SOURCE RECORDS -
BEGIN
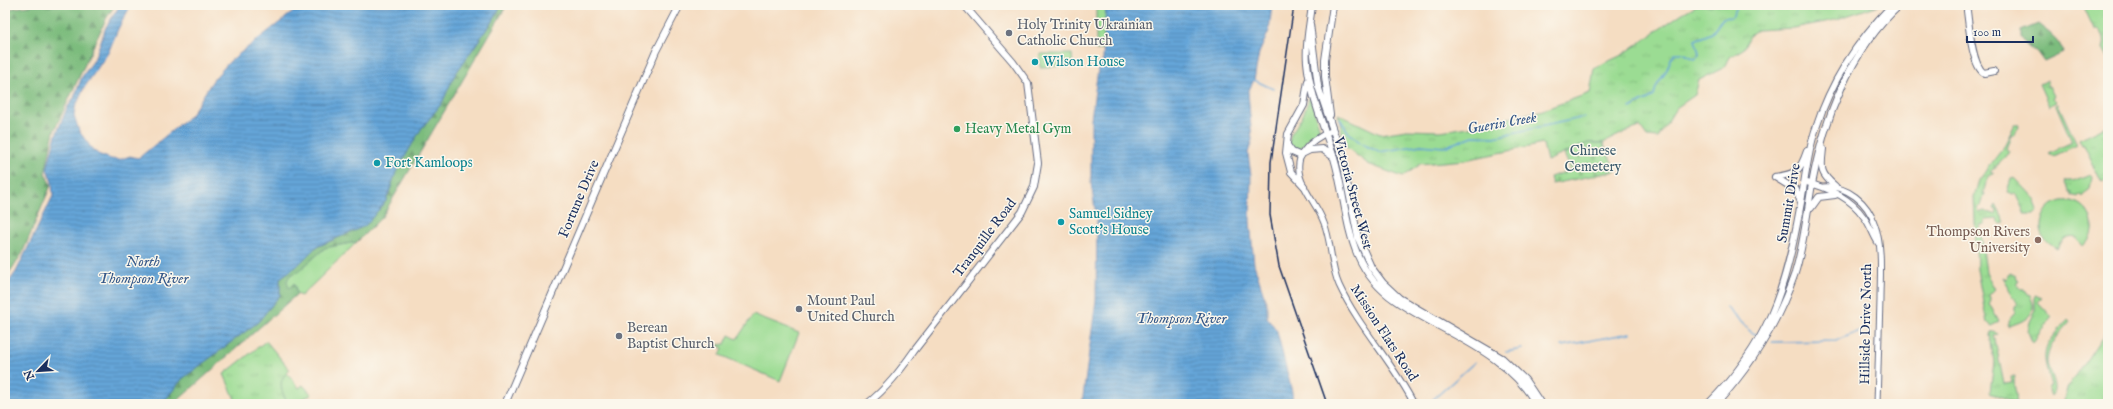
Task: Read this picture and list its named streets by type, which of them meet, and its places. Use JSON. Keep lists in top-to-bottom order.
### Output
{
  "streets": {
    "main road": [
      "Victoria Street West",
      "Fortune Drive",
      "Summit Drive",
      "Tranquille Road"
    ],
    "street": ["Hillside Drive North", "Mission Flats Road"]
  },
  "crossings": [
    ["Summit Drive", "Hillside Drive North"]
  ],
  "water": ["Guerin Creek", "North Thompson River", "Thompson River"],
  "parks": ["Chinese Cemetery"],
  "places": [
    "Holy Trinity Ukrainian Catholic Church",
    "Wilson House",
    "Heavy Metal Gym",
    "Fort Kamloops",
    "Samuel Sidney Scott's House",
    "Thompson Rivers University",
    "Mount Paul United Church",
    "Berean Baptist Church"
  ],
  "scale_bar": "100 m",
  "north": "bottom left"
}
END
Print every record above exactly, with no pictures.

OUTPUT FOR THIS TASK -
Task: Read this picture and list its named streets by type, which of them meet, and its places. Use JSON. Keep lists in top-to-bottom order.
### Output
{
  "streets": {
    "main road": [
      "Victoria Street West",
      "Fortune Drive",
      "Summit Drive",
      "Tranquille Road"
    ],
    "street": ["Hillside Drive North", "Mission Flats Road"]
  },
  "crossings": [
    ["Summit Drive", "Hillside Drive North"]
  ],
  "water": ["Guerin Creek", "North Thompson River", "Thompson River"],
  "parks": ["Chinese Cemetery"],
  "places": [
    "Holy Trinity Ukrainian Catholic Church",
    "Wilson House",
    "Heavy Metal Gym",
    "Fort Kamloops",
    "Samuel Sidney Scott's House",
    "Thompson Rivers University",
    "Mount Paul United Church",
    "Berean Baptist Church"
  ],
  "scale_bar": "100 m",
  "north": "bottom left"
}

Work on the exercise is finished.